‘Nigerian soldiers left 250,000 children in Liberia’

‘Nigerian soldiers left 250,000 children in Liberia’

Nigerian combatants
who helped end the bloody years of Liberian civil war between 1989 and
1996 left behind peace, and about 250,000 children, a senior Foreign
Affairs official said yesterday.

The Director
General of the Directorate of Technical Cooperation in Africa, Sule
Bassi, told the House of Representatives Diaspora committee yesterday
that Nigerian soldiers, who almost single-handedly restored peace to
the West African nation, had affairs with the local women which
produced the large number of children.

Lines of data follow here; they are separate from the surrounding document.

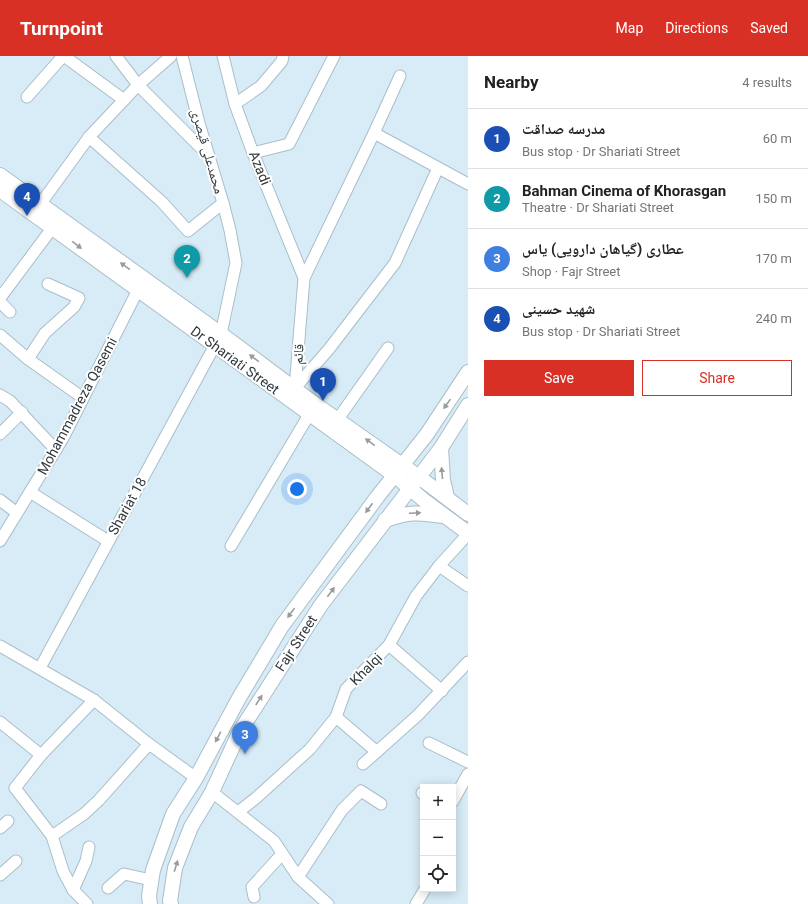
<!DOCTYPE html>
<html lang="en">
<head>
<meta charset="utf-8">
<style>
  :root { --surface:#fff; --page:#f6f6f6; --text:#222; --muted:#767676; --line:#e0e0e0; --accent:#d93025 }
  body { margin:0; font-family:Roboto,"Noto Naskh Arabic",sans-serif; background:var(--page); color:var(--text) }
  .controls { position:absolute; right:12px; bottom:12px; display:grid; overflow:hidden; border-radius:0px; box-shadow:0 2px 10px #0003 }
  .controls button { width:36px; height:36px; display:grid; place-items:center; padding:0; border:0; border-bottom:1px solid var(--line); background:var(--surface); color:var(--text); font:20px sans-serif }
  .you { position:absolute; left:297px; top:433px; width:14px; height:14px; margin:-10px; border:3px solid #fff; border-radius:50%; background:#1a73e8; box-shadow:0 0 0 6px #1a73e833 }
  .badge { display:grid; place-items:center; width:26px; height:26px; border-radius:50%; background:var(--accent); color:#fff; font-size:13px; font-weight:700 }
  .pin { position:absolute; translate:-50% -33px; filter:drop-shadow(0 1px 2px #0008) }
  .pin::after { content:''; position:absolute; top:21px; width:14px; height:12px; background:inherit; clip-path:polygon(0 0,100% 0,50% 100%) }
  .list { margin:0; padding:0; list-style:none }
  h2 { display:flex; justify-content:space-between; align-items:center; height:52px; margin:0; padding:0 16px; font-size:17px }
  h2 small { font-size:13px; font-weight:400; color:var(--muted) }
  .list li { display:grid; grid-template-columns:26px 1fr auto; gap:12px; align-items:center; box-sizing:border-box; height:60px; padding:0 16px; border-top:1px solid var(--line) }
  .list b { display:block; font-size:15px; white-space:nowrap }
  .list p { margin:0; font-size:13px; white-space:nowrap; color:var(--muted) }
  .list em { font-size:13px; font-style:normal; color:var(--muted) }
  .actions { display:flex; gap:8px; padding:12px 16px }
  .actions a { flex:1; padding:9px 0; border:1px solid var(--accent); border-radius:0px; text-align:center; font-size:14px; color:var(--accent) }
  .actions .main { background:var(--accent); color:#fff }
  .icon { flex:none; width:22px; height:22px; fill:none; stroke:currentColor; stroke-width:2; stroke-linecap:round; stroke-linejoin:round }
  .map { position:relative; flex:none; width:468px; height:848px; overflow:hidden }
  header { display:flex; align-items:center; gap:24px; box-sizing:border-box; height:56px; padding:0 20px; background:var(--accent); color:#fff }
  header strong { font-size:19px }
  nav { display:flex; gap:22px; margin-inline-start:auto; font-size:14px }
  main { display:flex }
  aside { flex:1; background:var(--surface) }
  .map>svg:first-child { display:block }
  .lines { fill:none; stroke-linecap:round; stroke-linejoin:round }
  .minor-casing { stroke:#a9bec9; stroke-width:13 }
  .major-casing { stroke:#a9bec9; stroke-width:16 }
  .minor { stroke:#fff; stroke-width:11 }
  .major { stroke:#fff; stroke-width:14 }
  .oneway { fill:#989c9e }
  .labels { text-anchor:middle; stroke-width:4; stroke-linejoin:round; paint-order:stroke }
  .street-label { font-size:14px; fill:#30393d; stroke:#fff }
</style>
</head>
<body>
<header>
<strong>Turnpoint</strong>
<nav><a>Map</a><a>Directions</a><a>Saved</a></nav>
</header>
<main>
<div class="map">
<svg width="468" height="848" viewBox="0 0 468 848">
  <rect width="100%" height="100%" fill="#d7ecf7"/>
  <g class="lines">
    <g class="minor-casing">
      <g id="minor">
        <polyline points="64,0 124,44"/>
        <polyline points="116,0 138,29 208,99"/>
        <polyline points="223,0 235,48 253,97 304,222"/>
        <polyline points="400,20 374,77 304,222 295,332 329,293 395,207 438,112"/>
        <polyline points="27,41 63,0"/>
        <polyline points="235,48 261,30 282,5 283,0"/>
        <polyline points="374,77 468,128"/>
        <polyline points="89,81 162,146 188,175 223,147 199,67 182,0"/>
        <polyline points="253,97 289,88 334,0"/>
        <polyline points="36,154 89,81 138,29 171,0"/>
        <polyline points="0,242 53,171 57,165"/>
        <polyline points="0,246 10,256"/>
        <polyline points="0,279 28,303 83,342"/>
        <polyline points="28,303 45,277 74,251 79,242 48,228"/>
        <polyline points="0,339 10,345 56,394"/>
        <polyline points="333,370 388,292"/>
        <polyline points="0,378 22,356"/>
        <polyline points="30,436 108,485"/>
        <polyline points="0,444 17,457"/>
        <polyline points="0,485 63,382 141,228"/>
        <polyline points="231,490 313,352"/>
        <polyline points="439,510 468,530"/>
        <polyline points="389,589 442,635"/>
        <polyline points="0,590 94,644 149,688 196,722"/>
        <polyline points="40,612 221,278 236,207 230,174 223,147"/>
        <polyline points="336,661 377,696"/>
        <polyline points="0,666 41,699"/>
        <polyline points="429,687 468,706"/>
        <polyline points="363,708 418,659 468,606"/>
        <polyline points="212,736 274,785 298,821 328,848"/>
        <polyline points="422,737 423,738"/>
        <polyline points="453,745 468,718"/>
        <polyline points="238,756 256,742 310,693 336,661 346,633 389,589 416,540 439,510 468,478"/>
        <polyline points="0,772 8,765"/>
        <polyline points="52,780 84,758 99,744 149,688"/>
        <polyline points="0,819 16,805"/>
        <polyline points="298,821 342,754 361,735 381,748"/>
        <polyline points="108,832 124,818 151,824"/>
        <polyline points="73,834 86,805 89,791"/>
        <polyline points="254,841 252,831 282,798"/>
        <polyline points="87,848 73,834 63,815 52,780 15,732 41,699 94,644"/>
        <polyline points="416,848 425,833"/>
      </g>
    </g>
    <g class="major-casing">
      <g id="major">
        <polyline points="0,119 221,278 315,348 419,421 468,458"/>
        <polyline points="0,134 394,419 426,446 468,477"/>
        <polyline points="441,392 443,424 447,441"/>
        <path d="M385,464c24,-8 32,-8 58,-4"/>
        <polyline points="150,848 149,840 153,814 173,758 196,722 239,642 282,570 378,440 427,378 468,316"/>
        <polyline points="171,848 170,845 175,812 191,771 212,736 240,675 321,549 441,392 468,349"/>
      </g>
    </g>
    <use href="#minor" class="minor"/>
    <use href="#major" class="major"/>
  </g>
  <defs><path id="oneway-solid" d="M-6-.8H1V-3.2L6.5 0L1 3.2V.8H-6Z"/></defs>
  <g class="oneway">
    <use href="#oneway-solid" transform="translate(77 189) rotate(37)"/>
    <use href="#oneway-solid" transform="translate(125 210) rotate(-144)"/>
    <use href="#oneway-solid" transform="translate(254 302) rotate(-144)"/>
    <use href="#oneway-solid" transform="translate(447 348) rotate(125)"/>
    <use href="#oneway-solid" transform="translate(370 386) rotate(-144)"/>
    <use href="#oneway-solid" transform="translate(442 417) rotate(-95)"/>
    <use href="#oneway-solid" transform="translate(369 452) rotate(127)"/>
    <use href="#oneway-solid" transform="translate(415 457) rotate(-3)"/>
    <use href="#oneway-solid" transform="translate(331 536) rotate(-53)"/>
    <use href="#oneway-solid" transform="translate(291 557) rotate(126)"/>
    <use href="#oneway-solid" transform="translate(259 644) rotate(-57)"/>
    <use href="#oneway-solid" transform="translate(218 681) rotate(118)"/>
    <use href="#oneway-solid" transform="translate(176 810) rotate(-73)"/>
  </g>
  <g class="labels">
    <g class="street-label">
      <text transform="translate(208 95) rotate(74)" y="5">محمدعلی قیصری</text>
      <text transform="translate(260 112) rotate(68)" y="5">Azadi</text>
      <text transform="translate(298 298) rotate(-86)" y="5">قائم</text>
      <text transform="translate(235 304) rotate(36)" y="5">Dr Shariati Street</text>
      <text transform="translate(77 350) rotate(-62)" y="5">Mohammadreza Qasemi</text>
      <text transform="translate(127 450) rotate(-61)" y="5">Shariat 18</text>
      <text transform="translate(296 587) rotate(-57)" y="5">Fajr Street</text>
      <text transform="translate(366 613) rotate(-45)" y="5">Khalqi</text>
    </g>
  </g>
</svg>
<div class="controls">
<button>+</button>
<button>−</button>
<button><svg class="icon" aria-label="locate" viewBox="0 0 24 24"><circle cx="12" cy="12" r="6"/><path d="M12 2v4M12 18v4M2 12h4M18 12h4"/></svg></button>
</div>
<div class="you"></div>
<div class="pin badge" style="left:323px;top:345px;background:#1a4fb4">1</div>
<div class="pin badge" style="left:187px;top:222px;background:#0f9aa8">2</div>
<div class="pin badge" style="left:245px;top:698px;background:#3f7fe0">3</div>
<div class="pin badge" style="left:27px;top:160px;background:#1a4fb4">4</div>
</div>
<aside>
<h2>Nearby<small>4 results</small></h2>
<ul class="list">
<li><span class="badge" style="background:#1a4fb4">1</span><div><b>مدرسه صداقت</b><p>Bus stop · Dr Shariati Street</p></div><em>60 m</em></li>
<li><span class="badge" style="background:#0f9aa8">2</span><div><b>Bahman Cinema of Khorasgan</b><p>Theatre · Dr Shariati Street</p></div><em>150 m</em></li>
<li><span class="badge" style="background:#3f7fe0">3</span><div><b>عطاری (گیاهان دارویی) یاس</b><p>Shop · Fajr Street</p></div><em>170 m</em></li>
<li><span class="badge" style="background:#1a4fb4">4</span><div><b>شهید حسینی</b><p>Bus stop · Dr Shariati Street</p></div><em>240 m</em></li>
</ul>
<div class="actions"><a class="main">Save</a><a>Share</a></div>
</aside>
</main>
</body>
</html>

Thousands of Nigerian soldiers,
under the ECOWAS monitoring group force (ECOMOG), deployed to the
nation in the nineties after violent clashes broke out between
government forces and a rebel group led by a former president, Charles
Taylor. The conflict is said to have claimed more than 200,000 lives,
and displaced millions more. Mr. Taylor has been accused of war crimes
during the period and is standing trial at the International Criminal
Court. But the our forces did not only fight. According to Mr Bassi,
they also engaged in dalliances with the locals and the children
produced are in hundreds of thousands, with majority of them left back
in the country.

“Many of the kids
have undergone registration and naturalization as Liberians, having
waited for years without seeing their fathers,” he said. “The mothers
are trying to make sure they are properly documented as Liberian and so
on.” Many of the mothers too, according to him, have been undaunted in
locating the fathers to the children and are said to be continuing with
the search. He however assured that although his agency is only
concerned with the issues of experts and professionals in the Diaspora,
the Nigerian embassy in Liberia is offering the matter attention and
has made effort to assist with the situation. “Definitely, you can’t
run away from your our people there are our people; they are still
young and they need schooling and they will also need to be nurtured
just like every other Nigerian,” he said.

Expulsion from Gabon

The House committee
on Diaspora, headed by Abike Dabiri-Erewa, said its members will visit
the country on a “fact finding mission.” Meanwhile, the Nigerian
community in Gabon say they face expulsion threats by the Gabonese
authorities who have allegedly warned that legal and illegal Nigerian
residents will be forced out of the country in response to rising
migration to the oil-rich nation. Over 210,000 Nigerian would be
affected if the threat is carried out, the Chairman of the Nigerian
Community in Gabon, Babatunde Yekini, told the House committee. Mr.
Yekini said that the Gabonese authority complains that large number of
Nigerians has continued to drift into the nation inspite of repeated
representations to the Nigerian government for an intervention.